◆ TASK OBJECTIVE
From the records below, copy the lines that include "canvas".

(Extracted records)

* * *

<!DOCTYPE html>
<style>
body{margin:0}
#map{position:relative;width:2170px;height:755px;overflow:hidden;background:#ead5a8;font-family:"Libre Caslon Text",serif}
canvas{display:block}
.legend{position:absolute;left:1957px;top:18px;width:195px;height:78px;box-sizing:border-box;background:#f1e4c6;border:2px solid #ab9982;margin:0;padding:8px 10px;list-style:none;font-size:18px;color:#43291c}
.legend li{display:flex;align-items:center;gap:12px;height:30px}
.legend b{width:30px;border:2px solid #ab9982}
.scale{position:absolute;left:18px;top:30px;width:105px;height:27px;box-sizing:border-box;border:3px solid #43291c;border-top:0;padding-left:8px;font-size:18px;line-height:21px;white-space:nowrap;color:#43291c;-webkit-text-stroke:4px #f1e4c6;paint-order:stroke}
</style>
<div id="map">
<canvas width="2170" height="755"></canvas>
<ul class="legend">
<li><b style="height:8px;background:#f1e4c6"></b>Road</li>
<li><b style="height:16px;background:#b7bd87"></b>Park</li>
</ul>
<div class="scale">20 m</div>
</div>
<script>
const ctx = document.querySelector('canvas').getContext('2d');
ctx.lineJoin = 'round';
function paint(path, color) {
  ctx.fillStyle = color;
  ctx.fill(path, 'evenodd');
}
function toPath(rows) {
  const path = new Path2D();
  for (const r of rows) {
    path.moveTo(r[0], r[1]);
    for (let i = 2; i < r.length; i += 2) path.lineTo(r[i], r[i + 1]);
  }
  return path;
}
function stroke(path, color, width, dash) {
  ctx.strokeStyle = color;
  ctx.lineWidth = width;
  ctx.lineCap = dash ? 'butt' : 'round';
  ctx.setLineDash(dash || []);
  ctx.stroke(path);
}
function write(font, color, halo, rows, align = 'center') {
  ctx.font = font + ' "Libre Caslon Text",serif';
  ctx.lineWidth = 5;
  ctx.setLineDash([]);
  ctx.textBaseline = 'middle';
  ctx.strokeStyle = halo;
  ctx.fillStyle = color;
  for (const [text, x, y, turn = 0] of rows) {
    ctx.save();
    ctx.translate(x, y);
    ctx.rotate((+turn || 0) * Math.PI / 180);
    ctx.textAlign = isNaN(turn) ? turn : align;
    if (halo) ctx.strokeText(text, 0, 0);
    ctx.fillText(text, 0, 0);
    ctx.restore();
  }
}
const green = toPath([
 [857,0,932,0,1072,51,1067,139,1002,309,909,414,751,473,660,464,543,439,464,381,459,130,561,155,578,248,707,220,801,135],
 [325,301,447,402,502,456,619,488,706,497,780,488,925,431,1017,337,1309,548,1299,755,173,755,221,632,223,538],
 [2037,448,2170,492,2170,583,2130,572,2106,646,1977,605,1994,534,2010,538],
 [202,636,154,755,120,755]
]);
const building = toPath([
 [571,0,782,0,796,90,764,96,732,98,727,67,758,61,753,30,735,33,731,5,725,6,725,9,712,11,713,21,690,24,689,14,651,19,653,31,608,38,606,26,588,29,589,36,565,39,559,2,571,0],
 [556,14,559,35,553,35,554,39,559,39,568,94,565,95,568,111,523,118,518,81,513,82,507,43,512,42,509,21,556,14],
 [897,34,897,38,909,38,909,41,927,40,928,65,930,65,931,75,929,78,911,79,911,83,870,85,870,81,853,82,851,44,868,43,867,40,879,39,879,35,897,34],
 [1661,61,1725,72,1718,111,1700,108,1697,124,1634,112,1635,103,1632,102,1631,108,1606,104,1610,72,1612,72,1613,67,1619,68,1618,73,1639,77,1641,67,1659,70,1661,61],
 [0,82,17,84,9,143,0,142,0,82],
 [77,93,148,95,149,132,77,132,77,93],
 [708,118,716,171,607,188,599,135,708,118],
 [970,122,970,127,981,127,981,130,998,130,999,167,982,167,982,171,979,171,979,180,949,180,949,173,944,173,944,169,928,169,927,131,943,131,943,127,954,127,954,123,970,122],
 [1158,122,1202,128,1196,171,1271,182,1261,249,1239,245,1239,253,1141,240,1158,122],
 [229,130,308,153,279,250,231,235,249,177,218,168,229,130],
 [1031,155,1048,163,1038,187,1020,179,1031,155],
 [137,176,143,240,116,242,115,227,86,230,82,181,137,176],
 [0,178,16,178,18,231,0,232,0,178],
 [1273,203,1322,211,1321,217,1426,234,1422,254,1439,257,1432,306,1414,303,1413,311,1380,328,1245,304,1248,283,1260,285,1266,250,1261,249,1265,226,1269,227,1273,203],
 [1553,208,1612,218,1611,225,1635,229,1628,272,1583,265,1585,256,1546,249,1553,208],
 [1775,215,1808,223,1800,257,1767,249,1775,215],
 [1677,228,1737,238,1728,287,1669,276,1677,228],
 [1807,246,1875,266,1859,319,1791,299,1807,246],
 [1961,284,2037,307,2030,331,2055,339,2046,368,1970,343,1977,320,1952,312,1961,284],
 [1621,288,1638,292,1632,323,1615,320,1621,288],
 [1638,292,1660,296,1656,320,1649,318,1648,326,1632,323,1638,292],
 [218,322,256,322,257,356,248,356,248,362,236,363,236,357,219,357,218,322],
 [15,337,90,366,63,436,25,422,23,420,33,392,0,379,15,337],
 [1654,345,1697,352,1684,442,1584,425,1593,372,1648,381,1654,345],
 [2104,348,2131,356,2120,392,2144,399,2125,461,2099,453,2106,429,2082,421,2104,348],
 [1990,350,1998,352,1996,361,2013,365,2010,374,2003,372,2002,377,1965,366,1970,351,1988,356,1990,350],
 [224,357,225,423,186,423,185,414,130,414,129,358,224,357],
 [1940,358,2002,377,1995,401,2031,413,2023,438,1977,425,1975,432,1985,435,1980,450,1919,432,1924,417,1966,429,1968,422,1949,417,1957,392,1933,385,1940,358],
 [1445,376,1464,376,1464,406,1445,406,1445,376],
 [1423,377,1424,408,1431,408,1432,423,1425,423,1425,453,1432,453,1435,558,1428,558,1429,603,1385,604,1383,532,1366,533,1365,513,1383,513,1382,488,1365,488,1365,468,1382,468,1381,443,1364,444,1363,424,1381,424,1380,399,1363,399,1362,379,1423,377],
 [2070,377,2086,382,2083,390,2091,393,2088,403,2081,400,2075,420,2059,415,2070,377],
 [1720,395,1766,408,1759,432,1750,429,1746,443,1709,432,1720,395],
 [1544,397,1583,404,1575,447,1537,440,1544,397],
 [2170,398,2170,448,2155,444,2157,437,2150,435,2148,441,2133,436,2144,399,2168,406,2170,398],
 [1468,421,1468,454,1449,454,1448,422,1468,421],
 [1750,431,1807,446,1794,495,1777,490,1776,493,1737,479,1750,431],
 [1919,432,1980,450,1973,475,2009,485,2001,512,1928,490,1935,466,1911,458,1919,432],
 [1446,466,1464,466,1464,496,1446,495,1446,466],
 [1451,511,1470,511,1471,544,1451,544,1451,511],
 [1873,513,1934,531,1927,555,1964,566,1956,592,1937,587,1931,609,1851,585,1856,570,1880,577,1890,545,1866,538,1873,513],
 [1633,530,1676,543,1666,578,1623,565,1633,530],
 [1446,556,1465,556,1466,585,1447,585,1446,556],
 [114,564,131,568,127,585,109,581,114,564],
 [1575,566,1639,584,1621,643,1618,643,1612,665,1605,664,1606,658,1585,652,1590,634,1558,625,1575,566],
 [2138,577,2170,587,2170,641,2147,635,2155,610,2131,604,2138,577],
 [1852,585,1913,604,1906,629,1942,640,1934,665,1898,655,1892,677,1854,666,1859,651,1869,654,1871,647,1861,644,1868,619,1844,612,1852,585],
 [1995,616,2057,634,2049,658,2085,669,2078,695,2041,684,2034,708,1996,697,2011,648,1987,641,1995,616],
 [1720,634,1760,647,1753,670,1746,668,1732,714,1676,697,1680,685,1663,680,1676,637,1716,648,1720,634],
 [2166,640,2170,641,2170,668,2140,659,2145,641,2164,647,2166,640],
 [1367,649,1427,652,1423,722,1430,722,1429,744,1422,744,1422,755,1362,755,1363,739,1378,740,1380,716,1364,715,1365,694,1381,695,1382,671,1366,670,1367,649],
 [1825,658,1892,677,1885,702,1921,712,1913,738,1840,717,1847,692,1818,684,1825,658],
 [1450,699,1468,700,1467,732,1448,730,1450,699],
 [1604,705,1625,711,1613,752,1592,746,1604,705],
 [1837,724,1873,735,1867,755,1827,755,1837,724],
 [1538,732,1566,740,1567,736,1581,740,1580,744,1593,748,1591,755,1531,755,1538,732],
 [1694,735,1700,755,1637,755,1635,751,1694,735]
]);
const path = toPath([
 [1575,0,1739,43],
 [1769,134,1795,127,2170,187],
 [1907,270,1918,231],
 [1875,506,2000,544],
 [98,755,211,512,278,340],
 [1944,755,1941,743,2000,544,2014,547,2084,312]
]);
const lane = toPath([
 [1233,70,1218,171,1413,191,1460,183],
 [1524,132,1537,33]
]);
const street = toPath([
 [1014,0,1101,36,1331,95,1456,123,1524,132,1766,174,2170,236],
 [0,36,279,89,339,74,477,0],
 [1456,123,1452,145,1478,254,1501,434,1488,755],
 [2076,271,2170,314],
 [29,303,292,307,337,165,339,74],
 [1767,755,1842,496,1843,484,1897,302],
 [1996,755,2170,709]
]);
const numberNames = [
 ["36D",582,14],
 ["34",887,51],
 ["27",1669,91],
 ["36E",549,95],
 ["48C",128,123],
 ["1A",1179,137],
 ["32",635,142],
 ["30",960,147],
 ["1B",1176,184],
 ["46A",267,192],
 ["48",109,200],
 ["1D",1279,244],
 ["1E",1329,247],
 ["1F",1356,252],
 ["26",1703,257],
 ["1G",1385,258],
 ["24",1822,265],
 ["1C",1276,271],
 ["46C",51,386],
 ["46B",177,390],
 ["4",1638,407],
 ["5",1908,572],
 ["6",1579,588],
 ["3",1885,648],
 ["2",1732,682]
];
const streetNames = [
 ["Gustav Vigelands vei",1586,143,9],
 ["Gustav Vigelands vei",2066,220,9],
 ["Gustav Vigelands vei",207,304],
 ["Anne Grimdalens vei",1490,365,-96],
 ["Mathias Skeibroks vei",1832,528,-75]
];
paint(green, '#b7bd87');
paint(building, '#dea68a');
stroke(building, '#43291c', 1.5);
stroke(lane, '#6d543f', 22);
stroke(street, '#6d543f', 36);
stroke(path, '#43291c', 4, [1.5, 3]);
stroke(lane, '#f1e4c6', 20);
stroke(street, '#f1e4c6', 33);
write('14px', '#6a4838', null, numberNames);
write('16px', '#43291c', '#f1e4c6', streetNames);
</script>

* * *

◆ RESULT FOR THIS TASK
canvas{display:block}
<canvas width="2170" height="755"></canvas>
const ctx = document.querySelector('canvas').getContext('2d');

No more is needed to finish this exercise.